* **HOW TO COMPLETE THIS TASK**
Count the lines in the records below that contain the word "frame", and give only that count.

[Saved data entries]
■ ■ ■

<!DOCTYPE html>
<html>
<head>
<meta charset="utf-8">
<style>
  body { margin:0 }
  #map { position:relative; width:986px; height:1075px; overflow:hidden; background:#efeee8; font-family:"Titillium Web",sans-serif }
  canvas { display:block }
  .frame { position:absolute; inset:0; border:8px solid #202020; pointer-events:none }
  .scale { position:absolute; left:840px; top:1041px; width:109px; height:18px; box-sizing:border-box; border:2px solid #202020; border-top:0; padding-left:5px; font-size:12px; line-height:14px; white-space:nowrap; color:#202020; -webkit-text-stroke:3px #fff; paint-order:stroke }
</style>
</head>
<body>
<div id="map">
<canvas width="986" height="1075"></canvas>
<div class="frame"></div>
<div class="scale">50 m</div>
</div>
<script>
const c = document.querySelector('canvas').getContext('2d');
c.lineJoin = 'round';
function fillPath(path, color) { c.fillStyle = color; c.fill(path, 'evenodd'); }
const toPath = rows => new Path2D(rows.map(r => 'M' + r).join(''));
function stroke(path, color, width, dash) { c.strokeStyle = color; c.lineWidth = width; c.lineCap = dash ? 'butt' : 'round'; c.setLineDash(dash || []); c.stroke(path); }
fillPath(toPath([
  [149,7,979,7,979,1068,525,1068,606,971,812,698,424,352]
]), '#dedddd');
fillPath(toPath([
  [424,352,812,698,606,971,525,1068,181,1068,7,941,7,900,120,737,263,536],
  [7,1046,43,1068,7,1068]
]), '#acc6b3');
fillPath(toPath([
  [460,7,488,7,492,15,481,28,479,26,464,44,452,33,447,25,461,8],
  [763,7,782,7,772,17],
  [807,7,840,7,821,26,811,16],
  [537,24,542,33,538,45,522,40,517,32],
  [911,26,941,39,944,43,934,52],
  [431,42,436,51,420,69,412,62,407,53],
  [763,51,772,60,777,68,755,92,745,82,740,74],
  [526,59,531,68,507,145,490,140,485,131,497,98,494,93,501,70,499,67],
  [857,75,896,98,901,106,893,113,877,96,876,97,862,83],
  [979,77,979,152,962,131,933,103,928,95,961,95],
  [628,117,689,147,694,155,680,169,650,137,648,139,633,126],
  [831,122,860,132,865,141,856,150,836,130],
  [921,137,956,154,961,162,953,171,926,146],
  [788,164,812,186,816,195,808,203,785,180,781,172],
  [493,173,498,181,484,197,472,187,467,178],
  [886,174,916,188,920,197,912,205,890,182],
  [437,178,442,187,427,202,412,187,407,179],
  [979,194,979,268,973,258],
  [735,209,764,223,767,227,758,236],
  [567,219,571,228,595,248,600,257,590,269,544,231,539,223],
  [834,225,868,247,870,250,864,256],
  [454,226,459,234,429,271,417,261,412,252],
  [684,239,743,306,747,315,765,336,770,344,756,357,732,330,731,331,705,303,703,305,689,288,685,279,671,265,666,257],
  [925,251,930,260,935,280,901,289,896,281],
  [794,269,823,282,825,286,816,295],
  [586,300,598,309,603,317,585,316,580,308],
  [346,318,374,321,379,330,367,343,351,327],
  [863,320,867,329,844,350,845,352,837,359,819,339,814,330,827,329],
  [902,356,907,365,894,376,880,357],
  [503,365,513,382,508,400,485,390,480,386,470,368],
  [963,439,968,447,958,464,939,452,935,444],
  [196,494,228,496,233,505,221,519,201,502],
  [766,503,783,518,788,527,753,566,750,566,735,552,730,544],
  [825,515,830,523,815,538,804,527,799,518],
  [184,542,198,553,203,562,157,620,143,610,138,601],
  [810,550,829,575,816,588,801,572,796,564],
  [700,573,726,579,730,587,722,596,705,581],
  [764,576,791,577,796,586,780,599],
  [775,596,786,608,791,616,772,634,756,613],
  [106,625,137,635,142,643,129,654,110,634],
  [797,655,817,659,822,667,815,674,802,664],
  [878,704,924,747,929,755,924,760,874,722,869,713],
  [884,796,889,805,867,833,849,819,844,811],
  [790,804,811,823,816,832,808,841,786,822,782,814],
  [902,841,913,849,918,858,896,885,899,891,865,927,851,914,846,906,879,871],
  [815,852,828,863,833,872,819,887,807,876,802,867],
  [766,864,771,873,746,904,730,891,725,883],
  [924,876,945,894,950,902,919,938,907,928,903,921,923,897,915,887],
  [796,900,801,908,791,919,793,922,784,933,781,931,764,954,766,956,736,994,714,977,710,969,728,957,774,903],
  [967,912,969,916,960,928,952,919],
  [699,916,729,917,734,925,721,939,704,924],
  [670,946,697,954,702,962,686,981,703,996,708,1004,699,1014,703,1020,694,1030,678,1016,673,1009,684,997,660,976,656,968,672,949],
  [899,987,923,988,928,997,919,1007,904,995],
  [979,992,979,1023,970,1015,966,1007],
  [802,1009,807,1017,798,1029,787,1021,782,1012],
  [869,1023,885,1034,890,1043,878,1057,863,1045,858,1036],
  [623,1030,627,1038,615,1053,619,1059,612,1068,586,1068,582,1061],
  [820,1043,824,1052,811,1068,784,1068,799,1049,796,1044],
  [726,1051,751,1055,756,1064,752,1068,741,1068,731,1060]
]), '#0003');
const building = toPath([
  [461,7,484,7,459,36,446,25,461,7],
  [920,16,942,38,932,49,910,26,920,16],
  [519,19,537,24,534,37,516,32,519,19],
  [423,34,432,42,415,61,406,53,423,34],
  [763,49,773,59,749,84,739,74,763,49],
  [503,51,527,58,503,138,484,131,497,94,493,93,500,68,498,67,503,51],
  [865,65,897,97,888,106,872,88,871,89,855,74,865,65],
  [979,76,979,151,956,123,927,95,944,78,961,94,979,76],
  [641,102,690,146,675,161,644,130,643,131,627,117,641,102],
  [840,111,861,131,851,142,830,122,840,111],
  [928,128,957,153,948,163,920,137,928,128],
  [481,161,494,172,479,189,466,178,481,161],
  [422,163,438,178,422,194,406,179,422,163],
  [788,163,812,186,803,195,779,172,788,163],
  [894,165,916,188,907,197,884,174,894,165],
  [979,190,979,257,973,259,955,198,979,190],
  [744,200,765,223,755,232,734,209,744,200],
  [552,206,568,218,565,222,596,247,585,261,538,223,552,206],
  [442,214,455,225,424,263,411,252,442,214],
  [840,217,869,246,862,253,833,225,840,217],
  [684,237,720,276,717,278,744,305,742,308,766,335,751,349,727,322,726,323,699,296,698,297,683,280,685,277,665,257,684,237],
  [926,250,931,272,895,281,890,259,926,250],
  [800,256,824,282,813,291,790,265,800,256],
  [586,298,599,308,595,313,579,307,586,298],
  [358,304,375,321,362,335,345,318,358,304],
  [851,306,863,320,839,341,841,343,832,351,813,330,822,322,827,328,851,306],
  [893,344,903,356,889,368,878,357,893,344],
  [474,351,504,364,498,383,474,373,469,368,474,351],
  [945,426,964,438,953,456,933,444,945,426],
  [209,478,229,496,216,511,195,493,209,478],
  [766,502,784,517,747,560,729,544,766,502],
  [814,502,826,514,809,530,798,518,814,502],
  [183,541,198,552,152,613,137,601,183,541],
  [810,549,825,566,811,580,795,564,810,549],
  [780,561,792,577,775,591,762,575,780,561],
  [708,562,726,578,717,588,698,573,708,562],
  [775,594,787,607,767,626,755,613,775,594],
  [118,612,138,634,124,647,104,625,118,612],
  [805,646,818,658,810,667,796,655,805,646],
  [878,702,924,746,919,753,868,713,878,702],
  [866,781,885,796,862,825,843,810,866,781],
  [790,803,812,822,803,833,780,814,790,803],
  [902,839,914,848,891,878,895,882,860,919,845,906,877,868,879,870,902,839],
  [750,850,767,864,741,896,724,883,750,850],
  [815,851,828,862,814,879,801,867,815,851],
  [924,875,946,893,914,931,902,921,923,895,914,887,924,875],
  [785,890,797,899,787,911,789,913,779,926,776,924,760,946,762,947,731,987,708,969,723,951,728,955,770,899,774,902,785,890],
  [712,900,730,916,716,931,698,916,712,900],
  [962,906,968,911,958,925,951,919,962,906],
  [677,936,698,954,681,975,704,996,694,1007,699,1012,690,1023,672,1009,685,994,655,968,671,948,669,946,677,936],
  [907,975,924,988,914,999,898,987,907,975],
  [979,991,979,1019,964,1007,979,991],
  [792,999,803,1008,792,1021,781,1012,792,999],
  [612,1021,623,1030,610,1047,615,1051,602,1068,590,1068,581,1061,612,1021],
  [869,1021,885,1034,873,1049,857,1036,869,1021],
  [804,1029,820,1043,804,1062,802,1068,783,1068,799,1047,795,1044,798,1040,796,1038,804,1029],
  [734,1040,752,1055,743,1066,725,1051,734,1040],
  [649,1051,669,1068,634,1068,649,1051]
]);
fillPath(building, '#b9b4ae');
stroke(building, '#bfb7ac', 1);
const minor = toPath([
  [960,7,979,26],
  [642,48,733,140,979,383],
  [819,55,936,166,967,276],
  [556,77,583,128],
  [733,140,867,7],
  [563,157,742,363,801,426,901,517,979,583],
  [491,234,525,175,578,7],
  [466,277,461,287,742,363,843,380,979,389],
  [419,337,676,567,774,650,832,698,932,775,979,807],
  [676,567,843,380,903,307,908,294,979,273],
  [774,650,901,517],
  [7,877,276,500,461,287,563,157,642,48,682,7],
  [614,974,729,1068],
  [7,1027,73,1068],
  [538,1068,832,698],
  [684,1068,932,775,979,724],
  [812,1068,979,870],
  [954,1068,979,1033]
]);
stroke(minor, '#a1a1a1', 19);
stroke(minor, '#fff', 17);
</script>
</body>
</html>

■ ■ ■

* **COMPLETED EXERCISE**
2